Working with kids has always been a passion. As the oldest of five, taking on a leadership role in most situations came very naturally. I loved babysitting and finding new, creative ways to engage with kids. In high school, I found camping and worked at a YMCA day camp called Camp at the Lake in New Jersey. As a kid, I wanted to go to overnight camp more than anything, and when I got to college I decided it was finally time to fulfill that dream. I was hired at Camp Wingate*Kirkland (W*K) on Cape Cod in Massachusetts, and I was hooked. W*K fostered weirdness and individuality more than any place I had ever been in my entire life. I spent 5 summers there, working as a counselor, and eventually head of younger camp. In the off season (While also working as a birthday party clown!) I used my love of child development to be a preschool teacher at a private school in New York City. In New York schools, everything is a little more fast paced, including what parents expected out of their children. Addressing parent’s expectations while helping students achieve their goals was a balance that taught me how to have hard conversations, how to creatively problem solve, and how to bring the best out of people.
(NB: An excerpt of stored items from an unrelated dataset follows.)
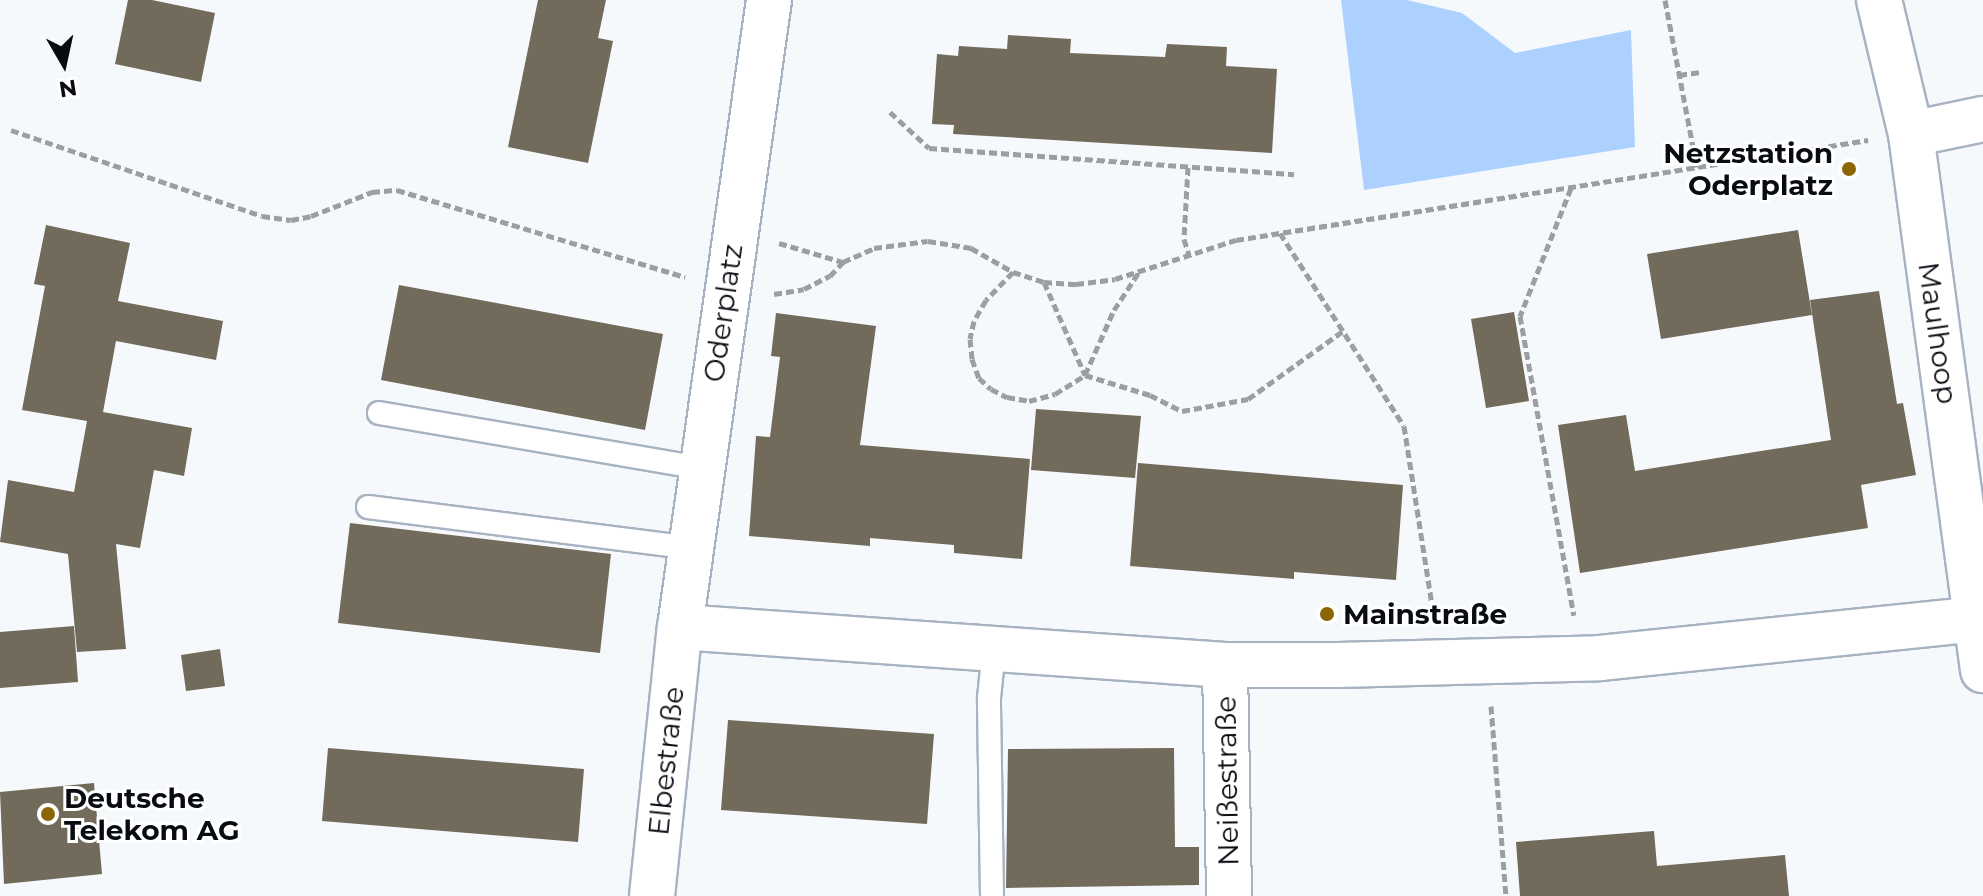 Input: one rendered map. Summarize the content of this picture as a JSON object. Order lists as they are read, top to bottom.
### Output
{
  "streets": {
    "street": [
      "Oderplatz",
      "Maulhoop",
      "Elbestraße",
      "Neißestraße"
    ]
  },
  "crossings": [
    ["Oderplatz", "Elbestraße"]
  ],
  "places": ["Netzstation Oderplatz", "Mainstraße", "Deutsche Telekom AG"],
  "north": "bottom"
}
After 5 years working as a seasonal staff member at W*K, I decided to pursue a year-round camp job. I became a supervisor at Camp For All, a camp for children and adults with special needs and challenging illnesses in Burton, TX. After working to be inclusive of the weird, I had the opportunity to see what true, barrier-free inclusion looked like. I was working with populations I had never interacted with before, which helped me to hone my communication skills. I also helped develop new programs, which had to be dynamic when every activity needs to approachable for all, regardless of mobility status.
After that learning experience, I wanted to return to the world of traditional camping. I was hired as the Girls Camp Director at one of the premiere summer camps in the south, Camp Champions in Marble Falls, TX. Camp Champions served more people than any other camp I had worked for before and working at a camp that operated on such a large scale was a big learning experience. I became more organized and dedicated and developed skills that will help me thrive at Camp Pinnacle. Now I’m living back on the east coast, this time a little older, a lot wiser, but every bit as weird. I am excited to embark on this new adventure in my life and continue to help children grow in 21st century skills and feel empowered to be themselves.
So, hey y’all! I’m Alice, and I am the new Hillside Director at Camp Pinnacle. I can’t wait for Summer 2023.